Among the entries below, one stretch runs from the line that contains "Quick job: Dump" through the line that contains "Instruction: Transcribe the". Repeat that stretch exactly, ends included, and only that.
──────
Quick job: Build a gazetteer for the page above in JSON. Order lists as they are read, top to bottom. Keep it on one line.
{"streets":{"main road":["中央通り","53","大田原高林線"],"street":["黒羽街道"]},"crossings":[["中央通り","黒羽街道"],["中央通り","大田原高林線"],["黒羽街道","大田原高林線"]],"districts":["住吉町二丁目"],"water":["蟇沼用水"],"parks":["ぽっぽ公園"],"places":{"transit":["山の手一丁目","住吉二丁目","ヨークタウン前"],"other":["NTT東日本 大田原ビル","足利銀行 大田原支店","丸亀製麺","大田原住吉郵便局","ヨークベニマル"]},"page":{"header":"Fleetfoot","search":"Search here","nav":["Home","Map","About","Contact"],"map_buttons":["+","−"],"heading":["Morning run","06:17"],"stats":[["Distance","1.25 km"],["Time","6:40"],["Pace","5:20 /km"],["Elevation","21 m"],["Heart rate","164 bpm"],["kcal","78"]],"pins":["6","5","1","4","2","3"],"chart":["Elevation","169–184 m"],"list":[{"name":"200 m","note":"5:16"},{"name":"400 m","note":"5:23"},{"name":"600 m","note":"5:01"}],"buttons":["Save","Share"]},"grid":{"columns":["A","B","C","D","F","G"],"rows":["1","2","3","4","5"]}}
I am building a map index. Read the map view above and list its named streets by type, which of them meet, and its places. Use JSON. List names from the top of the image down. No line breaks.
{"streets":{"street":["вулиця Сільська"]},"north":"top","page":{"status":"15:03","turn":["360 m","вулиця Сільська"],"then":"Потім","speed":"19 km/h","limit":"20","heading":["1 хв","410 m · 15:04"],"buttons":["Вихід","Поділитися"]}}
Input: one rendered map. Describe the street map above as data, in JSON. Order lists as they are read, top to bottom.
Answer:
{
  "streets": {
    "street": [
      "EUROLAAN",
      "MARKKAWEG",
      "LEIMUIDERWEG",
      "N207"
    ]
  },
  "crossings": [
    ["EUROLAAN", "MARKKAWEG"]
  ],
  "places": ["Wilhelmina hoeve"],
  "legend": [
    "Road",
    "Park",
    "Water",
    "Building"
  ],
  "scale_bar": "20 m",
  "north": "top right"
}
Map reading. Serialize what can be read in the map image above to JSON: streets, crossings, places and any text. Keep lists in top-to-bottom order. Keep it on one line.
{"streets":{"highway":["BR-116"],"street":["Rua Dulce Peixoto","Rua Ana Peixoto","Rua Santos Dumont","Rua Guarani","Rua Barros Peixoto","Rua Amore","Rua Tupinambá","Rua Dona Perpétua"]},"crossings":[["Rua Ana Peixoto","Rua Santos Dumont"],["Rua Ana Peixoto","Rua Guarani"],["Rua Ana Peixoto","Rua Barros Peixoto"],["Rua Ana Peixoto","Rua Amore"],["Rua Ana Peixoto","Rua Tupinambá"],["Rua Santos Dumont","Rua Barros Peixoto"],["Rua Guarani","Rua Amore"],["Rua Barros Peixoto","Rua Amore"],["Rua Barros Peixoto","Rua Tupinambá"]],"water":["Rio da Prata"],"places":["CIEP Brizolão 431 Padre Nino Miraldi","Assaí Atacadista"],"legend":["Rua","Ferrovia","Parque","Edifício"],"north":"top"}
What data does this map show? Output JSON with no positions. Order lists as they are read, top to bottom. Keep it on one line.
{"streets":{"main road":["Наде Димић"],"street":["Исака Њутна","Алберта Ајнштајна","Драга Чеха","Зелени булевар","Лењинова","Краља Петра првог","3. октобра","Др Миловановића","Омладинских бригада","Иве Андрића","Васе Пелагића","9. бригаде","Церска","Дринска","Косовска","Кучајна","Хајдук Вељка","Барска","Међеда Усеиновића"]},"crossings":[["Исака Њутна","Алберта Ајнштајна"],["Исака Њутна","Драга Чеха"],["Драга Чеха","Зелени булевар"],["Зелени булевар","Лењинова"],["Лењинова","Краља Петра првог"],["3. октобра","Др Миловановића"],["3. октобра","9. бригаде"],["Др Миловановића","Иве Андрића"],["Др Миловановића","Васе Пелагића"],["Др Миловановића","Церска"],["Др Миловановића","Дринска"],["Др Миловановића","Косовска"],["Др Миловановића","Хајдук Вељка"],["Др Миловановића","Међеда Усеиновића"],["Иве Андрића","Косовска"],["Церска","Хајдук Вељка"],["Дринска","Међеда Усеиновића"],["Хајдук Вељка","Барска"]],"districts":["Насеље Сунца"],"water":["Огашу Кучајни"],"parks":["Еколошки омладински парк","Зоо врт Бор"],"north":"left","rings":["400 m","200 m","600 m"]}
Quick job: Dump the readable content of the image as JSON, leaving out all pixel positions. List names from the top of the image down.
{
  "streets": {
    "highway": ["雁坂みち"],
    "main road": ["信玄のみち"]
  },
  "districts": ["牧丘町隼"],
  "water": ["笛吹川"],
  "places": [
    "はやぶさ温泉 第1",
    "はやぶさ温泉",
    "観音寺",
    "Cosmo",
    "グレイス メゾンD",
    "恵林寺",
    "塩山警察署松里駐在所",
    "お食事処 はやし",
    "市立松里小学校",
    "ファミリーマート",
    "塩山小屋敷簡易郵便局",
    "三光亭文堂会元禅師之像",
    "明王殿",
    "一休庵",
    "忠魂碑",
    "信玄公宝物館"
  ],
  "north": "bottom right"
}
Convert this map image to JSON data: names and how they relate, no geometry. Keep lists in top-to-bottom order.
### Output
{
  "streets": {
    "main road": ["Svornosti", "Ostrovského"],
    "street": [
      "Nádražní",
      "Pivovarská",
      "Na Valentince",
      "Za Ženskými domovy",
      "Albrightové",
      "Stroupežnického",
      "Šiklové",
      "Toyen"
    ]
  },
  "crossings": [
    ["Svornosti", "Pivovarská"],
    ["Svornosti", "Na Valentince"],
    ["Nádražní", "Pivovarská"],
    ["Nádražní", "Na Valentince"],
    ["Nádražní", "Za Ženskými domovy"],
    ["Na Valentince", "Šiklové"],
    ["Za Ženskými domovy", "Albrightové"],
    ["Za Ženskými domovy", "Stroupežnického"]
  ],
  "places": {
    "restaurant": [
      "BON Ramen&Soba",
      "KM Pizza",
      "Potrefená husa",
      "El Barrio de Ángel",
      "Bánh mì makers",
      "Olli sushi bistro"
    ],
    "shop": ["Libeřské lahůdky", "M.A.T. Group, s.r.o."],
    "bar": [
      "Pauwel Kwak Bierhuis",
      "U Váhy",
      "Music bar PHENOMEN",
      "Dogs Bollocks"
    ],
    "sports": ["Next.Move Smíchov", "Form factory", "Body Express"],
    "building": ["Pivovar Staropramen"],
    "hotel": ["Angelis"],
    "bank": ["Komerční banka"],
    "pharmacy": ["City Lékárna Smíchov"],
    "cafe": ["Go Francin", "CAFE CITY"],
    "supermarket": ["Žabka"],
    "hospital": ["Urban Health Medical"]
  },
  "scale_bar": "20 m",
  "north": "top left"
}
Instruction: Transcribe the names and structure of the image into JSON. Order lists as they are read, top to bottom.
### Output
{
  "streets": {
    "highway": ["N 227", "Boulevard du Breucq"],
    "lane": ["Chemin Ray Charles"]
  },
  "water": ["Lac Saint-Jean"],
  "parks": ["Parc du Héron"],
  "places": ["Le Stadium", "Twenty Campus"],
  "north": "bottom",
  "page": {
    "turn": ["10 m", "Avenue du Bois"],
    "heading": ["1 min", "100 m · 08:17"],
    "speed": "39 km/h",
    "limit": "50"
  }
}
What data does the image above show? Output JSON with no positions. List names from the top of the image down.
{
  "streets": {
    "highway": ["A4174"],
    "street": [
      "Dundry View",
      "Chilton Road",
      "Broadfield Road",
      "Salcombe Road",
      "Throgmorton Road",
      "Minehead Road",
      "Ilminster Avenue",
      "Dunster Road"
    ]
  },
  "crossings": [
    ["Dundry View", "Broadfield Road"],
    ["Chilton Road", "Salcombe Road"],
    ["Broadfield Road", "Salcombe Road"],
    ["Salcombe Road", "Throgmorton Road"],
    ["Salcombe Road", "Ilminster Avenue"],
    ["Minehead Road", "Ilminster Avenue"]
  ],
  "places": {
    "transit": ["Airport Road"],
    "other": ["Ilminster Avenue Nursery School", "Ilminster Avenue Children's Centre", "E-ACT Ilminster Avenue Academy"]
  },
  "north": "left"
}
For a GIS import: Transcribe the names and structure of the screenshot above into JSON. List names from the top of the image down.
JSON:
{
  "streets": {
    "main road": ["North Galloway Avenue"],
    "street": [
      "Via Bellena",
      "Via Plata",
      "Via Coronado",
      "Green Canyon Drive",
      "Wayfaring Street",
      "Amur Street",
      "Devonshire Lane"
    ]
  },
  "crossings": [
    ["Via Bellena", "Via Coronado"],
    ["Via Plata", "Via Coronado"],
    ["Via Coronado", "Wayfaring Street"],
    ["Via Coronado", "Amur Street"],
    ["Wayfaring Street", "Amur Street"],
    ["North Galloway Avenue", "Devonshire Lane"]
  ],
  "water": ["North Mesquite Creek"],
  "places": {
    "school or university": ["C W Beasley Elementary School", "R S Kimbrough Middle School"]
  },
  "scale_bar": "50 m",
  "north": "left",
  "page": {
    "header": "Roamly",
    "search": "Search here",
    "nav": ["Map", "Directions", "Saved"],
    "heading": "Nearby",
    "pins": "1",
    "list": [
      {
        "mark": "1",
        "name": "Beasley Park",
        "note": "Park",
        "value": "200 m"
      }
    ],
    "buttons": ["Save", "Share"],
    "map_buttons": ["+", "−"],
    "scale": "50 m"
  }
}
──────
| Task output |
Quick job: Dump the readable content of the image as JSON, leaving out all pixel positions. List names from the top of the image down.
{
  "streets": {
    "highway": ["雁坂みち"],
    "main road": ["信玄のみち"]
  },
  "districts": ["牧丘町隼"],
  "water": ["笛吹川"],
  "places": [
    "はやぶさ温泉 第1",
    "はやぶさ温泉",
    "観音寺",
    "Cosmo",
    "グレイス メゾンD",
    "恵林寺",
    "塩山警察署松里駐在所",
    "お食事処 はやし",
    "市立松里小学校",
    "ファミリーマート",
    "塩山小屋敷簡易郵便局",
    "三光亭文堂会元禅師之像",
    "明王殿",
    "一休庵",
    "忠魂碑",
    "信玄公宝物館"
  ],
  "north": "bottom right"
}
Convert this map image to JSON data: names and how they relate, no geometry. Keep lists in top-to-bottom order.
### Output
{
  "streets": {
    "main road": ["Svornosti", "Ostrovského"],
    "street": [
      "Nádražní",
      "Pivovarská",
      "Na Valentince",
      "Za Ženskými domovy",
      "Albrightové",
      "Stroupežnického",
      "Šiklové",
      "Toyen"
    ]
  },
  "crossings": [
    ["Svornosti", "Pivovarská"],
    ["Svornosti", "Na Valentince"],
    ["Nádražní", "Pivovarská"],
    ["Nádražní", "Na Valentince"],
    ["Nádražní", "Za Ženskými domovy"],
    ["Na Valentince", "Šiklové"],
    ["Za Ženskými domovy", "Albrightové"],
    ["Za Ženskými domovy", "Stroupežnického"]
  ],
  "places": {
    "restaurant": [
      "BON Ramen&Soba",
      "KM Pizza",
      "Potrefená husa",
      "El Barrio de Ángel",
      "Bánh mì makers",
      "Olli sushi bistro"
    ],
    "shop": ["Libeřské lahůdky", "M.A.T. Group, s.r.o."],
    "bar": [
      "Pauwel Kwak Bierhuis",
      "U Váhy",
      "Music bar PHENOMEN",
      "Dogs Bollocks"
    ],
    "sports": ["Next.Move Smíchov", "Form factory", "Body Express"],
    "building": ["Pivovar Staropramen"],
    "hotel": ["Angelis"],
    "bank": ["Komerční banka"],
    "pharmacy": ["City Lékárna Smíchov"],
    "cafe": ["Go Francin", "CAFE CITY"],
    "supermarket": ["Žabka"],
    "hospital": ["Urban Health Medical"]
  },
  "scale_bar": "20 m",
  "north": "top left"
}
Instruction: Transcribe the names and structure of the image into JSON. Order lists as they are read, top to bottom.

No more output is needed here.